_ACTIVITY:_
Could you write out the records below exactly as they appear, leaving out any pictures?

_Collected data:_

▼▼▼

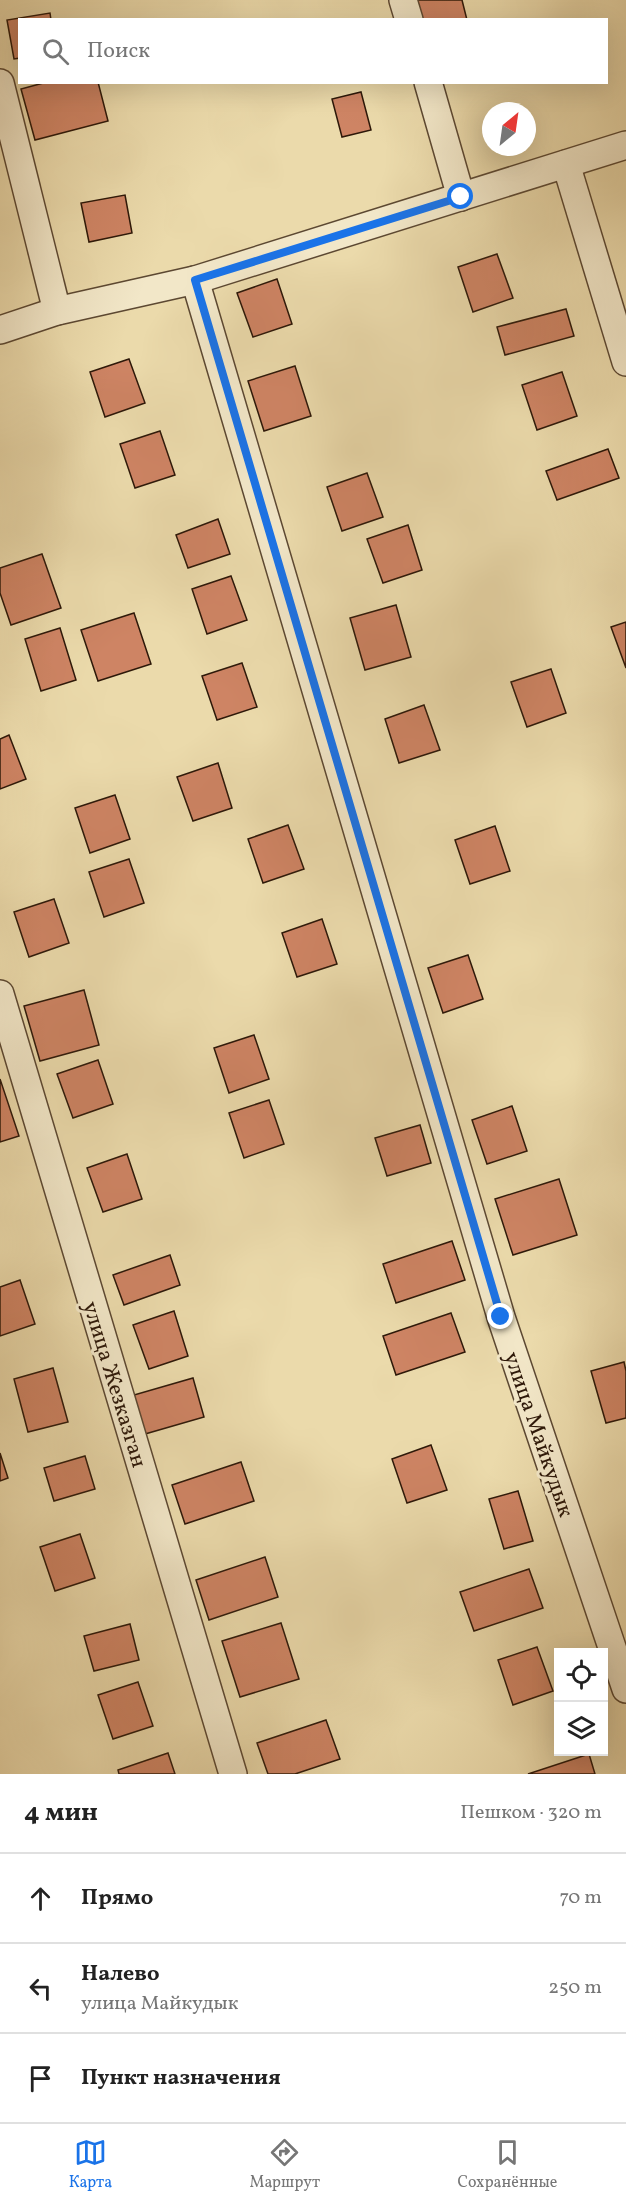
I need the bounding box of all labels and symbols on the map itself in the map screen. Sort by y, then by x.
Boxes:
north arrow [482,102,536,156]
route start [447,183,473,209]
street label: улица Жезказган [74,1298,154,1472]
route end [487,1303,513,1329]
street label: улица Майкудык [495,1348,581,1522]

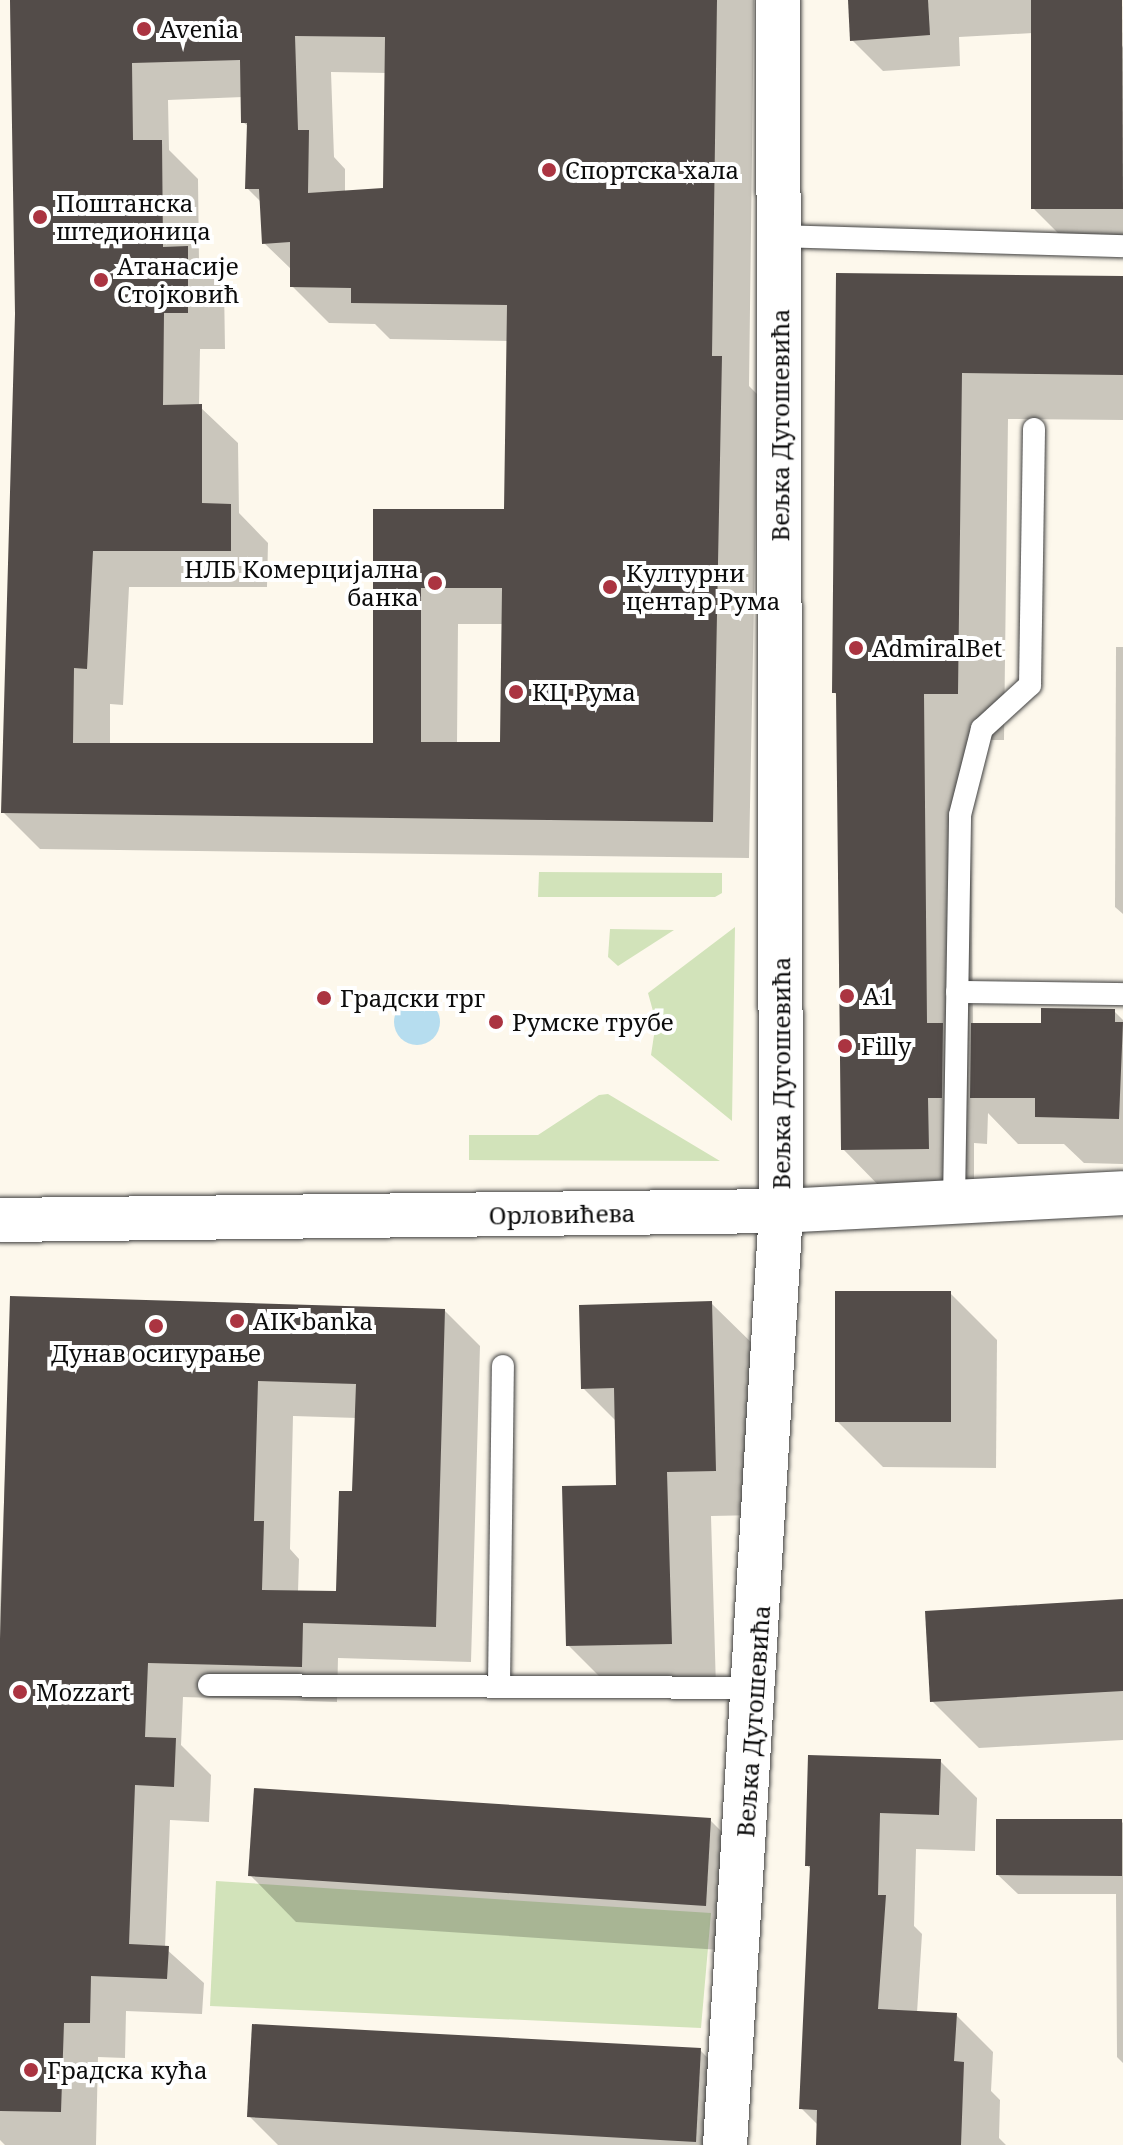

▲▲▲

_SOLUTION TO THIS EXERCISE:_
I need the bounding box of all labels and symbols on the map itself in the map screen. Sort by y, then by x.
Boxes:
north arrow [482,102,536,156]
route start [447,183,473,209]
street label: улица Жезказган [74,1298,154,1472]
route end [487,1303,513,1329]
street label: улица Майкудык [495,1348,581,1522]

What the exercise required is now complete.